BEGIN

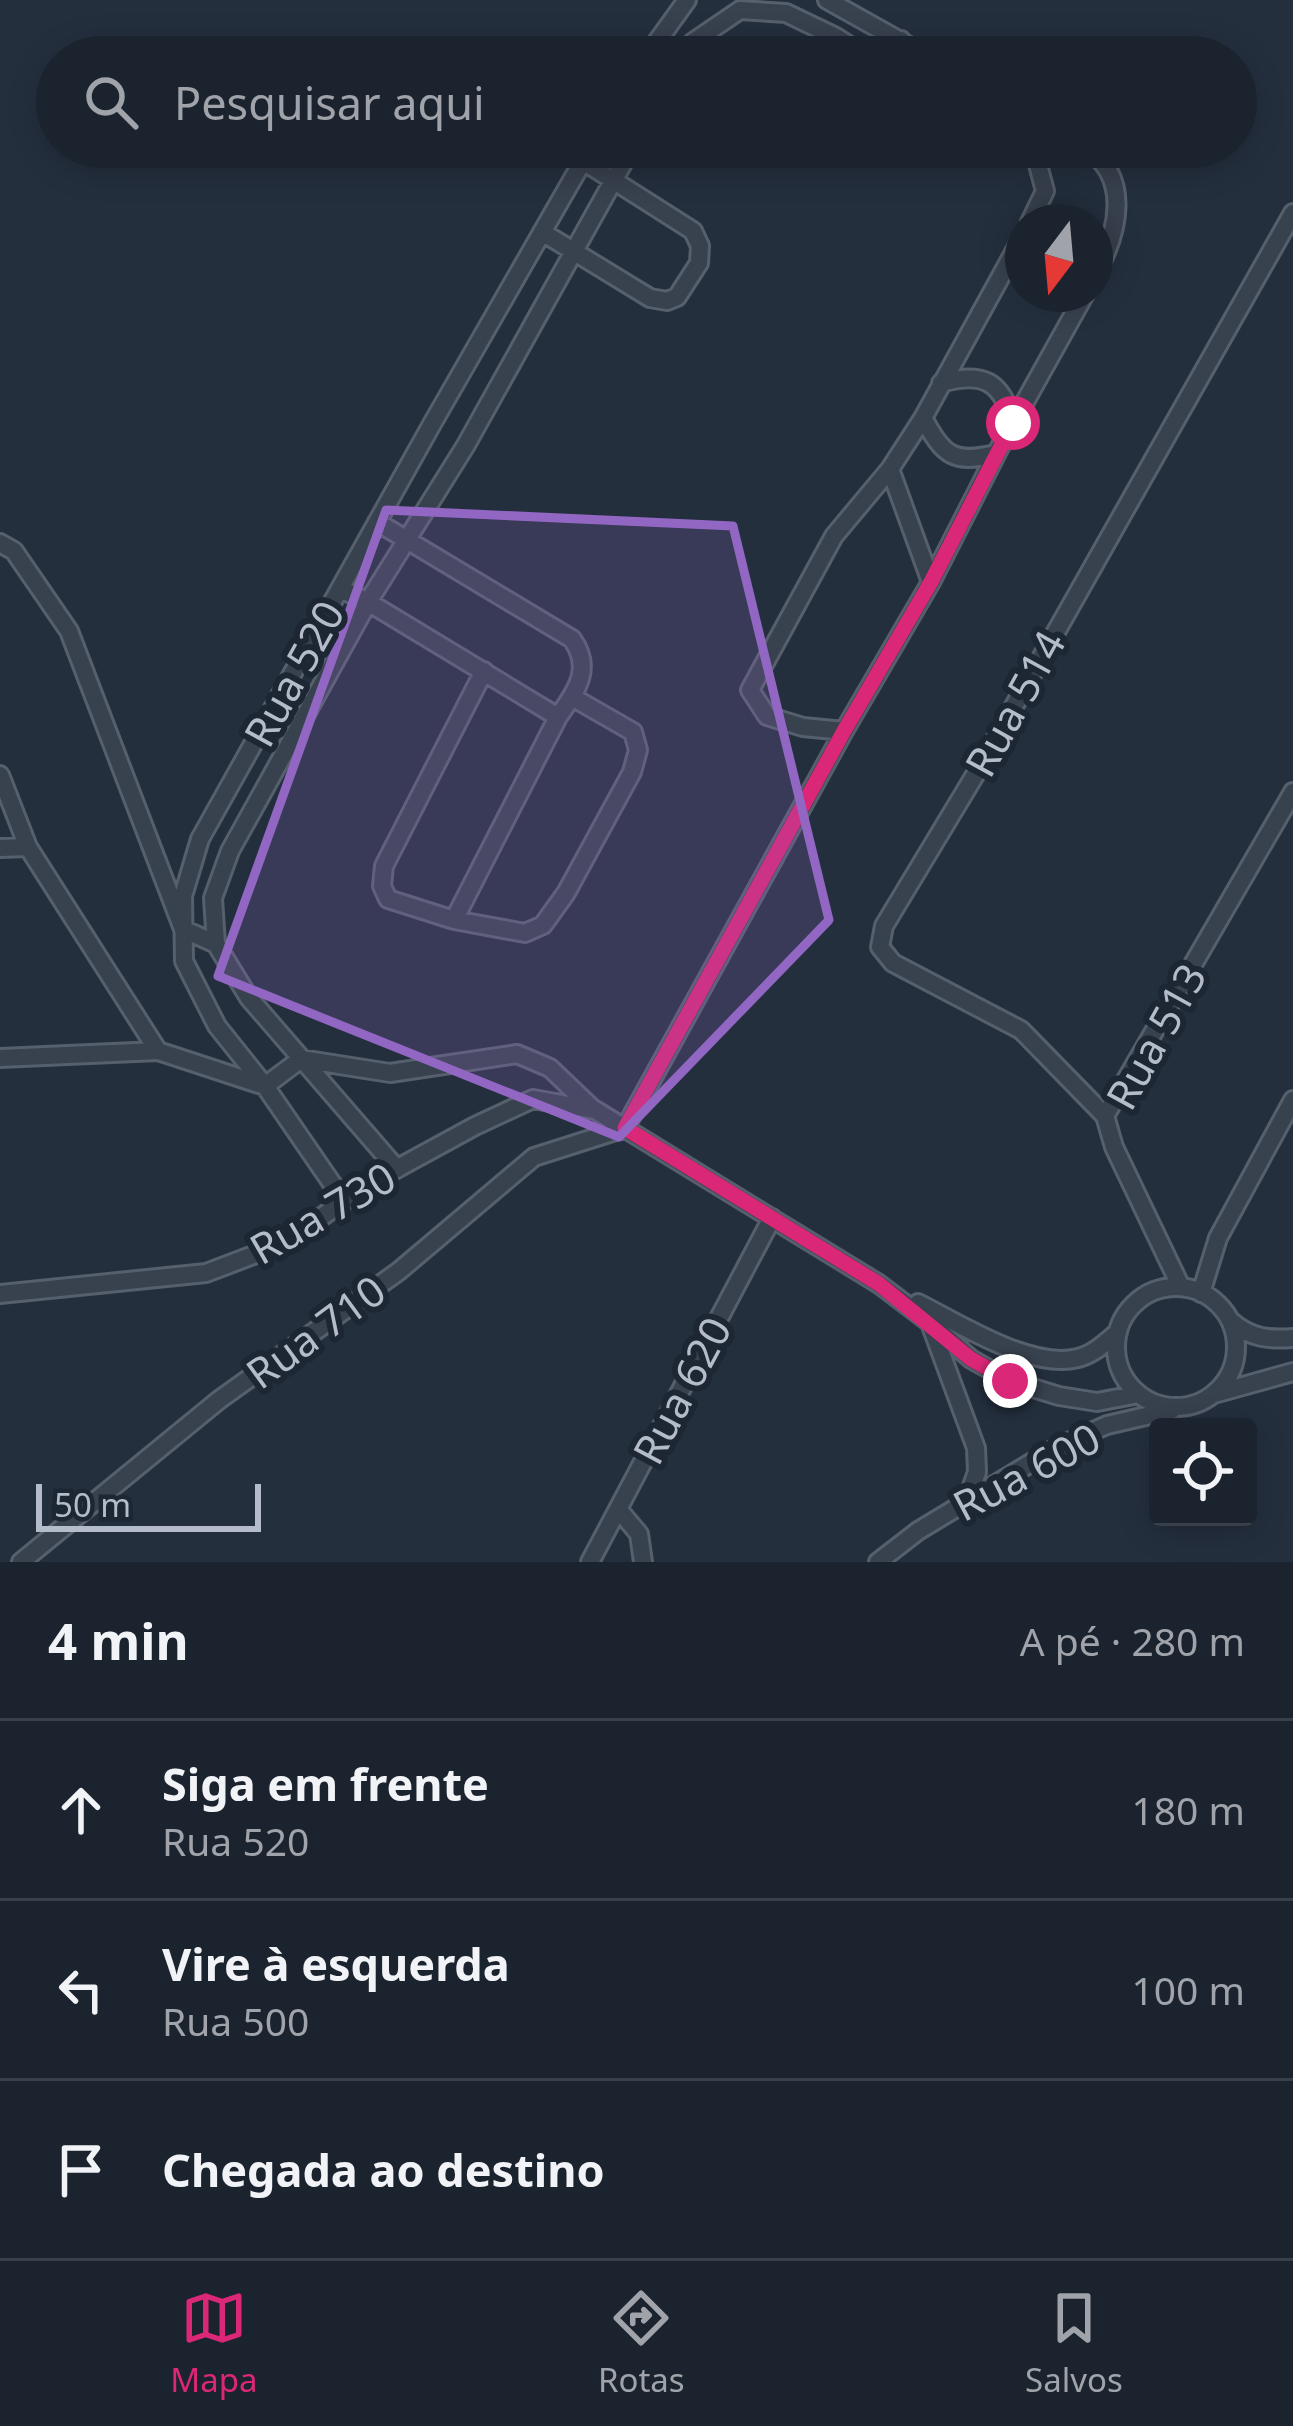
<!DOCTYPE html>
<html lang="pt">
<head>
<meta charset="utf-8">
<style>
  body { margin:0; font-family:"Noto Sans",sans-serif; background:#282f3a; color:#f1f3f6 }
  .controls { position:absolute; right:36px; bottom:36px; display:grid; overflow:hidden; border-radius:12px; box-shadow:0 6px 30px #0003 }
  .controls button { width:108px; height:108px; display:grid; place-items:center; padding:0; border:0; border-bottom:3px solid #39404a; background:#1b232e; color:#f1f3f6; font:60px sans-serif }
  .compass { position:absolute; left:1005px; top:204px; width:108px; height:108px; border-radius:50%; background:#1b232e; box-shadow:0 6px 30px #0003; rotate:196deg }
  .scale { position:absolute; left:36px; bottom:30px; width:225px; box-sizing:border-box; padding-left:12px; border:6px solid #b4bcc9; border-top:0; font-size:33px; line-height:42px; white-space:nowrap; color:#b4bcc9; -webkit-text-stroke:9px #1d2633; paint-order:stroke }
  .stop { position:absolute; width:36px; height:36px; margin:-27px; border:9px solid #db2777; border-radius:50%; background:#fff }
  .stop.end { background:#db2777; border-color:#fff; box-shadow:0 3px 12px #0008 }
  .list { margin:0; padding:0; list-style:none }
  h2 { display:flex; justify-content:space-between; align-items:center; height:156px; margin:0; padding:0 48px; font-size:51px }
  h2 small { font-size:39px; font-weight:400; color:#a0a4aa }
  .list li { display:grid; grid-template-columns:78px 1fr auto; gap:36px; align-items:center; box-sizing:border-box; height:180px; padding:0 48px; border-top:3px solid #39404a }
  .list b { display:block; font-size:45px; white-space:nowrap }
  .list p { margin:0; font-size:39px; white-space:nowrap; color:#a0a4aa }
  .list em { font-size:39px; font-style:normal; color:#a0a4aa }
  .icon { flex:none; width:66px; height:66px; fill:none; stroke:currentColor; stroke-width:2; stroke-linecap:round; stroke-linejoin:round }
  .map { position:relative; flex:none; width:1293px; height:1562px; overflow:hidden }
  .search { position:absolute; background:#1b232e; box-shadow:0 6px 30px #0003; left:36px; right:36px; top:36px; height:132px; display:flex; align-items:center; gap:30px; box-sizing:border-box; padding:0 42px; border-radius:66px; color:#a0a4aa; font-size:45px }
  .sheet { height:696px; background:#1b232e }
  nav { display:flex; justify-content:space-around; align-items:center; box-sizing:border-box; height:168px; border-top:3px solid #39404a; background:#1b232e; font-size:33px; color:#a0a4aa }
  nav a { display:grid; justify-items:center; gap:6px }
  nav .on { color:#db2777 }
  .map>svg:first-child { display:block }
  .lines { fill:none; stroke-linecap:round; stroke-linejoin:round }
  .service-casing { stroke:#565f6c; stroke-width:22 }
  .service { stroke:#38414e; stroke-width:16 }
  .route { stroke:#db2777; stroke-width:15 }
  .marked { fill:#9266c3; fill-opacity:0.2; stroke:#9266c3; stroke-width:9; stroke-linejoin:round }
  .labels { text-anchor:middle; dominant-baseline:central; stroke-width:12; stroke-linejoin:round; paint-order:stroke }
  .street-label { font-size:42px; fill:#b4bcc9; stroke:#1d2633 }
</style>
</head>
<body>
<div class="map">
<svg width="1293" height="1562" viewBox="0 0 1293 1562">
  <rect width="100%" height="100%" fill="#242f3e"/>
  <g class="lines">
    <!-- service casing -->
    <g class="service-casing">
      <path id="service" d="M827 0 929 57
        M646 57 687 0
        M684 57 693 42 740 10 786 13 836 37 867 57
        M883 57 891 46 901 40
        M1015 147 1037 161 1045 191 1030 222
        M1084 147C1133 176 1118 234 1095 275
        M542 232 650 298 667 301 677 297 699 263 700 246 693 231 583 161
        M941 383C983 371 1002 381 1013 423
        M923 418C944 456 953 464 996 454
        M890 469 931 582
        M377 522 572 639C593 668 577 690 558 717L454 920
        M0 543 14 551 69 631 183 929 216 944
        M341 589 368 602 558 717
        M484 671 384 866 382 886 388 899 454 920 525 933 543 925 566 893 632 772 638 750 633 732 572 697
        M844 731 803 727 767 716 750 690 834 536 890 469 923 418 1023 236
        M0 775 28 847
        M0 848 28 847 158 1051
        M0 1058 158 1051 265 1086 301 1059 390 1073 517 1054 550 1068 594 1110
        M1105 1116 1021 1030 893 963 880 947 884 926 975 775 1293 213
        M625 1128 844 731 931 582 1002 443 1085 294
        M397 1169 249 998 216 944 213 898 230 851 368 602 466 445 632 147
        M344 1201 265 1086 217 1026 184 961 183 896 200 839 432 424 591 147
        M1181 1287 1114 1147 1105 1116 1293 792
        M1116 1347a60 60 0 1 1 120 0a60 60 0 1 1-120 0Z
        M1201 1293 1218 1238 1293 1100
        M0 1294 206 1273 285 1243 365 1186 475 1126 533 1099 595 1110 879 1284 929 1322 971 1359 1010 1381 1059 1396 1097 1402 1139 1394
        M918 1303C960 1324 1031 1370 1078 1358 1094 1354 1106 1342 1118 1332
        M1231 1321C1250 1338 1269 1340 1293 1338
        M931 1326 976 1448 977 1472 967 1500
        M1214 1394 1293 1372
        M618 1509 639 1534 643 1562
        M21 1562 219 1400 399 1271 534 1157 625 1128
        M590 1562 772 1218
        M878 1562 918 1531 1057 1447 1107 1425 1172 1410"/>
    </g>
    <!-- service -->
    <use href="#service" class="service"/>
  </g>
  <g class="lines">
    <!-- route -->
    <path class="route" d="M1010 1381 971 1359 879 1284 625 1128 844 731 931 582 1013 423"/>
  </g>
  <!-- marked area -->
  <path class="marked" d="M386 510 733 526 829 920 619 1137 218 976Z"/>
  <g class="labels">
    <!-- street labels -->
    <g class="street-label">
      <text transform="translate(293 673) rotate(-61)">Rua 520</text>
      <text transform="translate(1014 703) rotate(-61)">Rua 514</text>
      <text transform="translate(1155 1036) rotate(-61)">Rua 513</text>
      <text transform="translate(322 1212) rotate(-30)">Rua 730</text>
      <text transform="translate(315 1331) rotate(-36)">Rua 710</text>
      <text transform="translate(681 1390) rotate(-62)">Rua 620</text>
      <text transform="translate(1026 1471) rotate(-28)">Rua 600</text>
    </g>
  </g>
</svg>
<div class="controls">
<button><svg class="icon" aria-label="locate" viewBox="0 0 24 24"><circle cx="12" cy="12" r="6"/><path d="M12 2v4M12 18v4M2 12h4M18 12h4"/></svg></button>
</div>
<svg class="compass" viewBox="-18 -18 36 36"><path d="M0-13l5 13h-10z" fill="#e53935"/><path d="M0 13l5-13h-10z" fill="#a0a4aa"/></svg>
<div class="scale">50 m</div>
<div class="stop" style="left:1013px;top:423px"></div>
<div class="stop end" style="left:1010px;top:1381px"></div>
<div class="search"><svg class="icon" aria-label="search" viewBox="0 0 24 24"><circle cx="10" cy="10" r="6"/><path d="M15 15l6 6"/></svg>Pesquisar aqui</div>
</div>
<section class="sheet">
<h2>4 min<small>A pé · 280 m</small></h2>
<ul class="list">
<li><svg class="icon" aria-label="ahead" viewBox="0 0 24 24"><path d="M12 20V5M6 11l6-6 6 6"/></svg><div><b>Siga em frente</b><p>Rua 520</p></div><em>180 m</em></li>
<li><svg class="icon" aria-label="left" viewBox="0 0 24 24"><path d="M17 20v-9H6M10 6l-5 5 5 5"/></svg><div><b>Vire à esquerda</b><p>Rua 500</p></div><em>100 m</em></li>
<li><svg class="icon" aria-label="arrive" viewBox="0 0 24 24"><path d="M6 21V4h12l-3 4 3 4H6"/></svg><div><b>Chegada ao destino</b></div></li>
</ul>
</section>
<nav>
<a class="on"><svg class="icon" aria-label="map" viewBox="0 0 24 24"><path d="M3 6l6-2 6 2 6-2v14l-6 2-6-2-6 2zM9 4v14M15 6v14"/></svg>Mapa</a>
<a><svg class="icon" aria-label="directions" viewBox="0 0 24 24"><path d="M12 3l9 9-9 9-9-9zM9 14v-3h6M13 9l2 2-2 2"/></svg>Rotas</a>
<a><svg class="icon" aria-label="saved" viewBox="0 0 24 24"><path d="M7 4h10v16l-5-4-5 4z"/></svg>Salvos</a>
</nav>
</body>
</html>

END

• **Exercise directions**
Print the data exactly, from its first line to the line containing "margin:0; font-size:39px; white-space:nowrap;", both included. Omit the pictures.

• **Task response**
<!DOCTYPE html>
<html lang="pt">
<head>
<meta charset="utf-8">
<style>
  body { margin:0; font-family:"Noto Sans",sans-serif; background:#282f3a; color:#f1f3f6 }
  .controls { position:absolute; right:36px; bottom:36px; display:grid; overflow:hidden; border-radius:12px; box-shadow:0 6px 30px #0003 }
  .controls button { width:108px; height:108px; display:grid; place-items:center; padding:0; border:0; border-bottom:3px solid #39404a; background:#1b232e; color:#f1f3f6; font:60px sans-serif }
  .compass { position:absolute; left:1005px; top:204px; width:108px; height:108px; border-radius:50%; background:#1b232e; box-shadow:0 6px 30px #0003; rotate:196deg }
  .scale { position:absolute; left:36px; bottom:30px; width:225px; box-sizing:border-box; padding-left:12px; border:6px solid #b4bcc9; border-top:0; font-size:33px; line-height:42px; white-space:nowrap; color:#b4bcc9; -webkit-text-stroke:9px #1d2633; paint-order:stroke }
  .stop { position:absolute; width:36px; height:36px; margin:-27px; border:9px solid #db2777; border-radius:50%; background:#fff }
  .stop.end { background:#db2777; border-color:#fff; box-shadow:0 3px 12px #0008 }
  .list { margin:0; padding:0; list-style:none }
  h2 { display:flex; justify-content:space-between; align-items:center; height:156px; margin:0; padding:0 48px; font-size:51px }
  h2 small { font-size:39px; font-weight:400; color:#a0a4aa }
  .list li { display:grid; grid-template-columns:78px 1fr auto; gap:36px; align-items:center; box-sizing:border-box; height:180px; padding:0 48px; border-top:3px solid #39404a }
  .list b { display:block; font-size:45px; white-space:nowrap }
  .list p { margin:0; font-size:39px; white-space:nowrap; color:#a0a4aa }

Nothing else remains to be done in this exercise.